The intrusions, which had not ever been publicly confirmed, were first disclosed in special counsel Robert Mueller's report about Russian interference in the 2016 election last month.
"I recently met with the FBI concerning the election issue mentioned in the Mueller report," DeSantis said. "Two Florida counties experienced intrusion into the supervisor of election networks. There was no manipulation."
Gov. DeSantis on Fla. counties' election hacking: "I recently met with the FBI concerning the election issues mention in the Mueller report," DeSantis said. "Two Florida counties experienced intrusions into supervisor of elections networks." https://t.co/H06rKzORXI pic.twitter.com/0h4bJKLXS6— Spectrum Bay News 9 (@BN9) May 14, 2019
DeSantis said he could not disclose which counties' networks were compromised, but he said the voter data that the attackers gained access to was already public.
"Nothing that affected the vote count," DeSantis said.
One sentence in the Mueller report prompted DeSantis' meeting with the FBI: "We understand the FBI believes that this operation enabled [Russian military intelligence] to gain access to the network of at least one Florida county government" during the 2016 election.
The mention that Russian hackers had accessed Florida networks came as a surprise to many in the state.
"I haven't heard even a whisper" about such a breach, said Paul Lux, president of the Florida State Association of Supervisors of Elections in an interview with NPR last month.

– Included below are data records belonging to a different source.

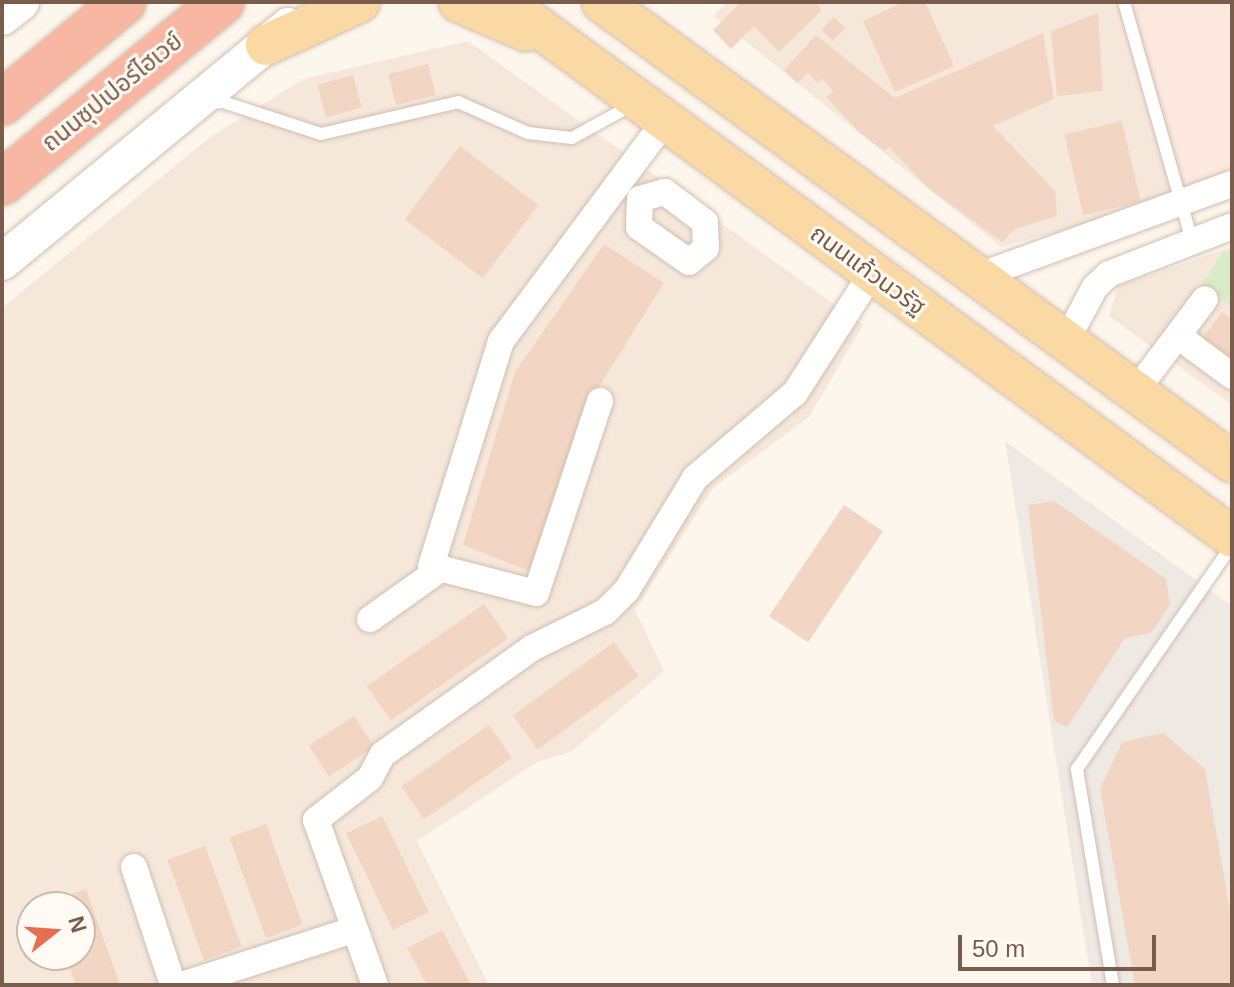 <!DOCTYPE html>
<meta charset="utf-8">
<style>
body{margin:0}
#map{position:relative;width:1234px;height:987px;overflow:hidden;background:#fdf6ec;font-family:Helvetica,"Noto Sans Thai",sans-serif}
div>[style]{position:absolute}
.residential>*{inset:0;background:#f5e8da}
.commercial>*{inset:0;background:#fde8e0}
.industrial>*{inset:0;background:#efe9e4}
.green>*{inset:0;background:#d8ecc9}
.building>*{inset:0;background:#f3d5c3;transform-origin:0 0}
.roads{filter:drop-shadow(0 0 2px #d1beb0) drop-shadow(0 0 2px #d1beb0)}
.lane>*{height:12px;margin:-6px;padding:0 6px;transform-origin:6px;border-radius:6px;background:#fff}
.street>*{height:26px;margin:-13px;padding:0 13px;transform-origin:13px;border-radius:13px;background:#fff}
.secondary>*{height:36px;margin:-18px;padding:0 18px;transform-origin:18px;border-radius:18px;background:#fff}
.primary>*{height:40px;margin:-20px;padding:0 20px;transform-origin:20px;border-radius:20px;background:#fbd9a5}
.highway>*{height:44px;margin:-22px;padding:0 22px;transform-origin:22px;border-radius:22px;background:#f7b7a3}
span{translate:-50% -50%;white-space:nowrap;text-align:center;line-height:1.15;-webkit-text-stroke:6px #fffaf3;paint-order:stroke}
.street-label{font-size:24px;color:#7a5c4d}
.frame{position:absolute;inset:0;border:4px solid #7a5c4d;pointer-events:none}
.north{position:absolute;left:16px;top:891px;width:80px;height:80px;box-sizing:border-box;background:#fffaf3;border:2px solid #cabbb1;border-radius:50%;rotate:73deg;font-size:22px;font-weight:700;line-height:32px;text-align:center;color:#7a5c4d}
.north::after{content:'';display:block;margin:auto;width:28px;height:36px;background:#e76f51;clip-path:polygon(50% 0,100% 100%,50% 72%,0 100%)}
.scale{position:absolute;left:958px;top:935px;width:198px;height:36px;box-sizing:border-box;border:4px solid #7a5c4d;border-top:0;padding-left:10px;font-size:24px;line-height:28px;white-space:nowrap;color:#7a5c4d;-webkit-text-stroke:6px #fffaf3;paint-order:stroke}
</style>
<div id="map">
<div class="residential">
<i style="clip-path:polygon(727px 2px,1112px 2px,1171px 200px,1001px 247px,714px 16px)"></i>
<i style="clip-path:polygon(evenodd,468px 41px,863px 325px,809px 417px,713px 488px,635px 610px,664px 671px,571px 752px,537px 762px,417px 841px,489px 985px,2px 985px,2px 308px,209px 138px,303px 79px,468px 41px,32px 907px,80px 907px,80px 955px,32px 955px,32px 907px)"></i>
<i style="clip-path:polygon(1232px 247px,1232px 405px,1109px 316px,1118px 286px)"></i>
</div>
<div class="commercial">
<i style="clip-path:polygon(1112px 2px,1232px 2px,1232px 177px,1171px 200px)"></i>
</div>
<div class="industrial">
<i style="clip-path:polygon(1005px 441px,1232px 606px,1232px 985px,1092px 985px)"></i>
</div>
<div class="green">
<i style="clip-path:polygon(1232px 249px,1232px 307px,1201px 287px,1223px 252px)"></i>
</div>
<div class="building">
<i style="clip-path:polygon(741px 2px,817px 2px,821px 11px,779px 52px,754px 26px,731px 49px,713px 30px)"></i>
<i style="clip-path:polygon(904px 2px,925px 2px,954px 66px,895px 92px,863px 21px)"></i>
<i style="clip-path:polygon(1098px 13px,1103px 91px,1057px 96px,1051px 31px)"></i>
<i style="left:834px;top:17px;width:16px;height:18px;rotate:45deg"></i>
<i style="clip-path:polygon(1043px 33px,1054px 99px,993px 126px,1055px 191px,1057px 216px,1015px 229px,1002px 242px,928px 188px,889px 147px,884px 151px,859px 132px,826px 97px,833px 91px,822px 79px,817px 83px,808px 73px,797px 83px,784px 70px,816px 35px,895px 98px)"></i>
<i style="left:428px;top:64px;width:32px;height:41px;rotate:76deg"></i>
<i style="left:353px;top:75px;width:34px;height:37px;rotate:75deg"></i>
<i style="left:1122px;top:121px;width:83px;height:59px;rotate:77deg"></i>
<i style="left:460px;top:146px;width:98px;height:92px;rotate:37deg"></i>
<i style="clip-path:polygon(604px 244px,664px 283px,592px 398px,531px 572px,463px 545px,515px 372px)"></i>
<i style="clip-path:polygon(1222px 312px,1232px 319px,1232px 369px,1198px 344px)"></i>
<i style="clip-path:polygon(1054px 501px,1166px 579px,1170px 605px,1151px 633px,1125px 638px,1067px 727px,1054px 721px,1028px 505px)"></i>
<i style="left:844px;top:505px;width:47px;height:134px;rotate:34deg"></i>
<i style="left:484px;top:604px;width:42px;height:143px;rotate:55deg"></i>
<i style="left:614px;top:642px;width:42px;height:125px;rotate:54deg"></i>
<i style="left:354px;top:716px;width:37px;height:54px;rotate:57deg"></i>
<i style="left:489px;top:725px;width:40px;height:107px;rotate:55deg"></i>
<i style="clip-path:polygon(1163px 733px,1205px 769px,1232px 922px,1232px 985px,1135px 985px,1100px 789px,1122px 742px)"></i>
<i style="left:382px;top:816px;width:107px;height:40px;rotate:64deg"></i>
<i style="left:266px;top:824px;width:107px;height:39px;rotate:70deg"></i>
<i style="left:205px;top:846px;width:107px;height:40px;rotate:70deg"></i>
<i style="clip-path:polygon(86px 889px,120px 985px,76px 985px,65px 955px,80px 955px,80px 907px,46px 903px)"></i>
<i style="clip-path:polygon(442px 930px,471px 985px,427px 985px,407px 948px)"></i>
</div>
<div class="roads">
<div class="lane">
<i style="left:1124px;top:2px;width:248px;rotate:74.1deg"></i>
<i style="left:211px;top:103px;width:12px;rotate:-5deg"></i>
<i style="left:223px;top:102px;width:103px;rotate:18.1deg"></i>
<i style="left:321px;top:134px;width:141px;rotate:-13.1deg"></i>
<i style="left:458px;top:102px;width:77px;rotate:23.9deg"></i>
<i style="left:528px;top:133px;width:44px;rotate:6.5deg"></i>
<i style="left:572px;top:138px;width:68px;rotate:-28.8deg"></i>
<i style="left:1113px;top:985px;width:219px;rotate:-99.5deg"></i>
<i style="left:1077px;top:769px;width:272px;rotate:-55.3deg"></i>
</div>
<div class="street">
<i style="left:665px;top:192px;width:50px;rotate:36.9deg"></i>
<i style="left:705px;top:222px;width:26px;rotate:88deg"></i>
<i style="left:706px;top:248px;width:22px;rotate:141deg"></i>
<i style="left:689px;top:262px;width:61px;rotate:-145deg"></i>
<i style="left:639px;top:227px;width:28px;rotate:-88deg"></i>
<i style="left:640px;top:199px;width:26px;rotate:-16deg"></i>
<i style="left:976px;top:277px;width:272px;rotate:-20deg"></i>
<i style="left:1178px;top:336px;width:67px;rotate:36.5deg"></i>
<i style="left:1066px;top:341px;width:61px;rotate:-61.8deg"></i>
<i style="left:1095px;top:287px;width:19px;rotate:-43deg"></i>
<i style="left:1109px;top:274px;width:132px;rotate:-21.3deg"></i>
<i style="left:1135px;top:392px;width:116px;rotate:-53deg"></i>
<i style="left:600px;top:401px;width:202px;rotate:108.4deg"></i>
<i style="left:536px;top:593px;width:108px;rotate:-165.6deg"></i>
<i style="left:431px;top:566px;width:236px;rotate:-72.7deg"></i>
<i style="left:501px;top:341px;width:274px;rotate:-53.3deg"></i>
<i style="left:370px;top:619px;width:85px;rotate:-35.4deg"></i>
<i style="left:134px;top:867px;width:124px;rotate:71.7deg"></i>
<i style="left:182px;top:985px;width:180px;rotate:-17.8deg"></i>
<i style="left:375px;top:985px;width:175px;rotate:-109.7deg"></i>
<i style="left:316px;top:820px;width:68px;rotate:-37.9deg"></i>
<i style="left:370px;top:778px;width:27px;rotate:-62deg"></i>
<i style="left:383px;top:754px;width:183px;rotate:-35.4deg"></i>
<i style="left:532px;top:648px;width:81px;rotate:-26.3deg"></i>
<i style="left:605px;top:612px;width:31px;rotate:-45deg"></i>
<i style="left:627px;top:590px;width:131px;rotate:-58.7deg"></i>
<i style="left:695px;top:478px;width:131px;rotate:-40.4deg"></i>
<i style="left:795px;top:393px;width:143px;rotate:-57.3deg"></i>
</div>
<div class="secondary">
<i style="left:2px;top:17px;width:24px;rotate:-38deg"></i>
<i style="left:2px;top:262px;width:371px;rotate:-39.5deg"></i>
</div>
<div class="primary">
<i style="left:459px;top:2px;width:73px;rotate:23.4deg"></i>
<i style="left:504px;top:2px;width:903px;rotate:36.31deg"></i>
<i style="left:602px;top:2px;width:780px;rotate:36.14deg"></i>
<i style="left:266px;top:45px;width:103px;rotate:-24.6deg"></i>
</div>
<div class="highway">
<i style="left:2px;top:103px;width:158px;rotate:-39.6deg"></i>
<i style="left:2px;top:183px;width:285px;rotate:-39.4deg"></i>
</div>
</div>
<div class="street-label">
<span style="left:112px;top:92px;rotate:-39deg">ถนนซุปเปอร์ไฮเวย์</span>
<span style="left:868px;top:270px;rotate:36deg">ถนนแก้วนวรัฐ</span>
</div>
<div class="frame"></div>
<div class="north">N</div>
<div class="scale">50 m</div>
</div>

To break into the Florida elections systems, the Russian hackers used a spear-phishing campaign, where they used email addresses designed to look like a voting system vendor to trick the election officials into giving them access to their networks.
A leaked document from the National Security Agency in 2017 identified the company as Florida-based VR Systems.
The campaign was detailed in an indictment filed last summer by Mueller's office:
In or around November 2016 and prior to the 2016 U.S. presidential election, KOVALEV and his co-conspirators used an email account designed to look like a Vendor 1 email address to send over 100 spearphishing emails to organizations and personnel involved in administering elections in numerous Florida counties. The spearphishing emails contained malware that the Conspirators embedded into Word documents bearing Vendor 1's logo.
Last year, former Florida Sen. Bill Nelson warned that Russia had "penetrated" Florida's voter registration systems, but election officials denied that vehemently at the time.
Then-Gov. Rick Scott, who defeated Nelson in the Senate race, decried Nelson's claims and said they "only serve to erode public trust in our elections at a critical time."